Some harnesses can embed the dialog directly. Others, such as generic coding agents, cannot be trusted to show a faithful approval dialog because the agent controls the tool call and output stream.

For those cases, use a local service:

clauz3 daemon

Possible UIs:

  • terminal UI connected to the daemon
  • localhost browser UI
  • simple notification that opens the browser to the request
  • future richer UI integrations

The agent-facing CLI should block until the daemon records a decision or a timeout occurs.

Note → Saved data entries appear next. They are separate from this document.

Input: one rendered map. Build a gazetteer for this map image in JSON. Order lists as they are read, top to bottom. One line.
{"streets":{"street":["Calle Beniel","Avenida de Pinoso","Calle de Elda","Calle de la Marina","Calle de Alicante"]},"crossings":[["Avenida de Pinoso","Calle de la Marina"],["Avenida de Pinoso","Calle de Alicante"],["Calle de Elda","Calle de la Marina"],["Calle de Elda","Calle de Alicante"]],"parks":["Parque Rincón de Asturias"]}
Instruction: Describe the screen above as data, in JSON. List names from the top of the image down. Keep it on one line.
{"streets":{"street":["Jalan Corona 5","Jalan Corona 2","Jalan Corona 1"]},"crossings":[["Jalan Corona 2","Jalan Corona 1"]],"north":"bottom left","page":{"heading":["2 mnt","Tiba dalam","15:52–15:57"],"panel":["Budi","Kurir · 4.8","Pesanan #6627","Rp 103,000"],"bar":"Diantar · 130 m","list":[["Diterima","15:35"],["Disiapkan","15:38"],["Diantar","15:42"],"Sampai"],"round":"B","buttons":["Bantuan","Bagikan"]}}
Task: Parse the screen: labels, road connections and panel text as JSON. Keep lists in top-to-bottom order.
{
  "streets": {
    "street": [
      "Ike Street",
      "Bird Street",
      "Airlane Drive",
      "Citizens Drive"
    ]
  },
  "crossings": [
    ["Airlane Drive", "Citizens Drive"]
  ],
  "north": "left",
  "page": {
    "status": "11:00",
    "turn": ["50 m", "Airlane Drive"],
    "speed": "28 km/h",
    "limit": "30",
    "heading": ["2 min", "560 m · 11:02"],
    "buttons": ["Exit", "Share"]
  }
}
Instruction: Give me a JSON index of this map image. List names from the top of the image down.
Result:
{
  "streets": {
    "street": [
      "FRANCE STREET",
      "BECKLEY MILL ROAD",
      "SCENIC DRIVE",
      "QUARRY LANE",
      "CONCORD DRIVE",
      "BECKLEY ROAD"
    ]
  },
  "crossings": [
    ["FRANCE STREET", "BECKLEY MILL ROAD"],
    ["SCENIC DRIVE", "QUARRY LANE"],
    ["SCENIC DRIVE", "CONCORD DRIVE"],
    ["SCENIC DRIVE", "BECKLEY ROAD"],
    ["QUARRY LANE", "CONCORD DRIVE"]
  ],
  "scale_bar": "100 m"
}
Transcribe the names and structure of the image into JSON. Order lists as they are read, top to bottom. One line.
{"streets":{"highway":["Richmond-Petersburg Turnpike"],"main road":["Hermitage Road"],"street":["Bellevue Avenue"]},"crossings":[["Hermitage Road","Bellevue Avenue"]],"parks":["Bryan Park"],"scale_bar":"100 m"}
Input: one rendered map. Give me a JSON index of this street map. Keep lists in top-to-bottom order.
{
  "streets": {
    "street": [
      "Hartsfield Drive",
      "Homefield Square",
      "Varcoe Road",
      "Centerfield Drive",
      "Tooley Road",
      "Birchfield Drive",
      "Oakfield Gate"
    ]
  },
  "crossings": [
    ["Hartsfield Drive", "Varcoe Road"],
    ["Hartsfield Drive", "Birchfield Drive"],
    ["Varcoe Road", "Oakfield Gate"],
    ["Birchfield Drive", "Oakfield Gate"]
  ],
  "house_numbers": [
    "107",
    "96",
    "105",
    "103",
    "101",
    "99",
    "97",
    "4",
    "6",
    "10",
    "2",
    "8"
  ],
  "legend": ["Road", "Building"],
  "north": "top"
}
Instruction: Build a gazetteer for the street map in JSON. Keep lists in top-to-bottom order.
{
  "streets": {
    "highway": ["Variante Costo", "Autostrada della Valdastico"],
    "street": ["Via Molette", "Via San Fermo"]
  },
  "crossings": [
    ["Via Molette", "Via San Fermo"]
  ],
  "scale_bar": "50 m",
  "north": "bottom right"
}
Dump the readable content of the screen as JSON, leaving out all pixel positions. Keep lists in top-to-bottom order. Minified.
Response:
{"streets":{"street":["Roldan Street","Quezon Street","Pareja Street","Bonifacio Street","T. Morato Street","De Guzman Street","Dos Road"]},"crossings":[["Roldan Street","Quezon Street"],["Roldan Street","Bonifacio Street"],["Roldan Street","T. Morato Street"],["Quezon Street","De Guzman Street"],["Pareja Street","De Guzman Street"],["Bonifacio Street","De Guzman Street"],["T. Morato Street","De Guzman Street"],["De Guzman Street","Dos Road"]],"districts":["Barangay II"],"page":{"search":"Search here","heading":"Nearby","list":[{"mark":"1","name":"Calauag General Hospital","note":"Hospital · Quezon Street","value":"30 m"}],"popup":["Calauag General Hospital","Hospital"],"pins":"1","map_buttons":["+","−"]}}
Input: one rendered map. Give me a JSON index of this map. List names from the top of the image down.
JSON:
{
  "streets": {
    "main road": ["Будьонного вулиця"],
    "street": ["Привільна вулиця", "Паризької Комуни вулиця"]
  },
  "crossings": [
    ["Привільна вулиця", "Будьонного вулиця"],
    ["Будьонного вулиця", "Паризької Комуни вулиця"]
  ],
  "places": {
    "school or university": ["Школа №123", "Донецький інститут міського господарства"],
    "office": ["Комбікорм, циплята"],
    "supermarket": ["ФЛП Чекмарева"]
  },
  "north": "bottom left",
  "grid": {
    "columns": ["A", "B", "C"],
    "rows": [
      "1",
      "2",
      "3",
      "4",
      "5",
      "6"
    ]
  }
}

Auto-Pass And User Visibility

Auto-pass should still be auditable. Even if the user is not interrupted, the service should record:

  • why the request passed
  • which policy rule allowed it
  • which proof obligations succeeded
  • which receipt was issued

Depending on settings, the user may want a low-noise notification stream:

Auto-approved adr_8f32c1:
  emails only to bob@example.com
  no file writes

Deterministic Natural Language

The approval UI should generate its own explanation from structured proof data. Agent prose can be shown, but must be visually separate from verified facts.

Good:

Verified: every email recipient is in ["bob@example.com"].
Agent says: "I will only email Bob."

Bad:

The agent says this is safe.

Decision Types

  • approved_once: issue receipt for this exact request.
  • approved_remember: add or propose a durable policy rule.
  • rejected: do not issue receipt.
  • request_more: return feedback to the agent or answer locally.
  • expired: no decision in time.
  • auto_approved: policy plus proof was sufficient.
  • auto_rejected: hard policy violation or unsupported proof.

Open Questions

  • What is the minimal receipt format?
  • Should receipts be files, daemon-held capabilities, or signed tokens?
  • How much source browsing is needed in the first UI?
  • Should local deterministic answers use only facts, or can they also inspect source?
  • How should "approve and remember" propose durable policy changes safely?
  • How should the daemon authenticate local clients on a multi-user machine?
  • What should the agent receive for request_more: raw user text, structured requirements, or both?
  • What stdlib subset is safe enough to allowlist by default for the import check, and where does the per-project allowlist live?
  • How should the static import check handle dynamically loaded code (plugin loaders, pkgutil.iter_modules) — refuse them entirely, or require the loader itself to be in the trusted layer?